Today in History
Today is Thursday, Aug. 5, the 217th day of 2010. There are 148 days left in the year.
On this date:
In 1864, during the Civil War, Union Admiral David G. Farragut led his fleet to victory in the Battle of Mobile Bay, Ala.
In 1884, the cornerstone for the Statue of Liberty's pedestal was laid on Bedloe's Island in New York Harbor.
In 1924, the comic strip "Little Orphan Annie," by Harold Gray, made its debut.
In 1933, President Franklin D. Roosevelt established the National Labor Board, which was later replaced with the National Labor Relations Board.
In 1953, Operation Big Switch began as prisoners taken during the Korean conflict were exchanged at Panmunjom.
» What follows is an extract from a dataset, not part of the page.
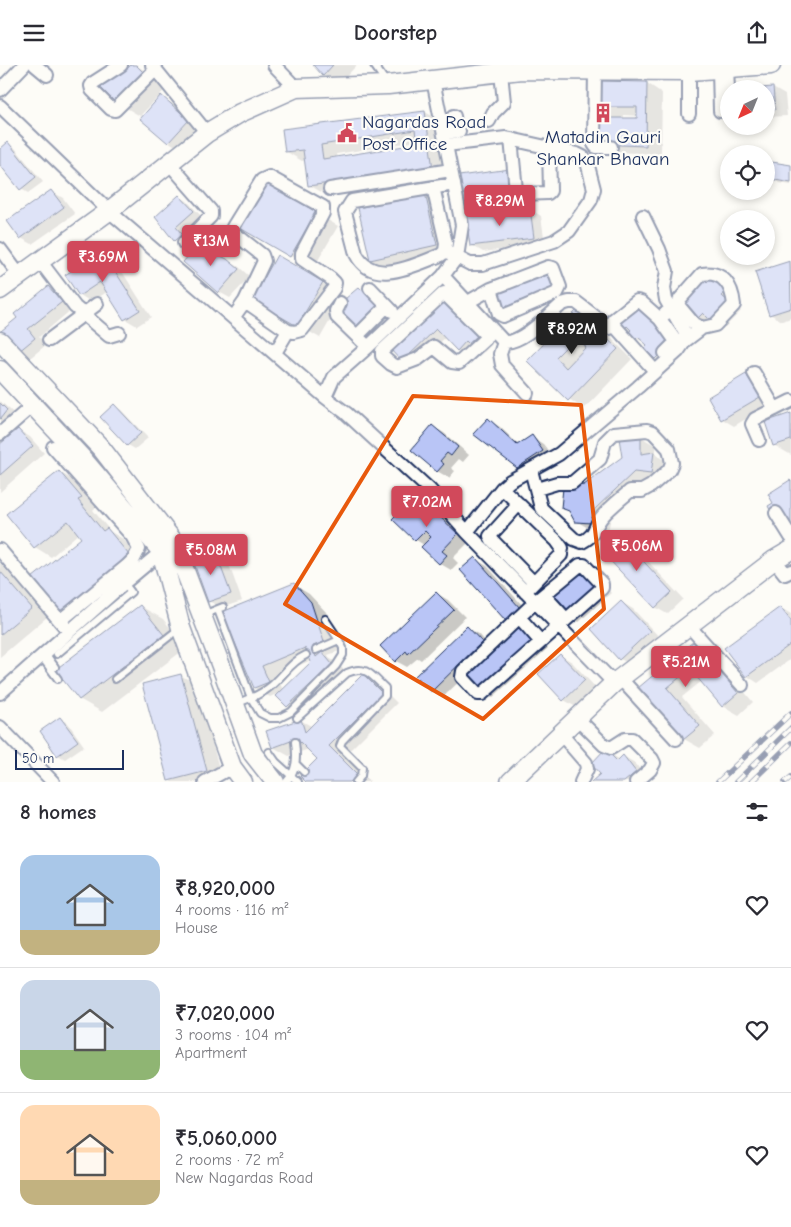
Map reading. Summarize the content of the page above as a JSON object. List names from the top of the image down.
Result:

In 1960, the West African nation of Upper Volta (now Burkina Faso) became fully independent of French rule.
In 1962, actress Marilyn Monroe, 36, was found dead in her Los Angeles home; her death was ruled a probable suicide from an overdose of sleeping pills.
In 1963, the United States, Britain and the Soviet Union signed a treaty in Moscow banning nuclear tests in the atmosphere, in space and underwater.
In 1968, the Republican national convention convened in Miami Beach.
In 1969, the US space probe Mariner 7 flew by Mars, sending back photographs and scientific data.
In 1984, actor Richard Burton died in Geneva, Switzerland, at age 58.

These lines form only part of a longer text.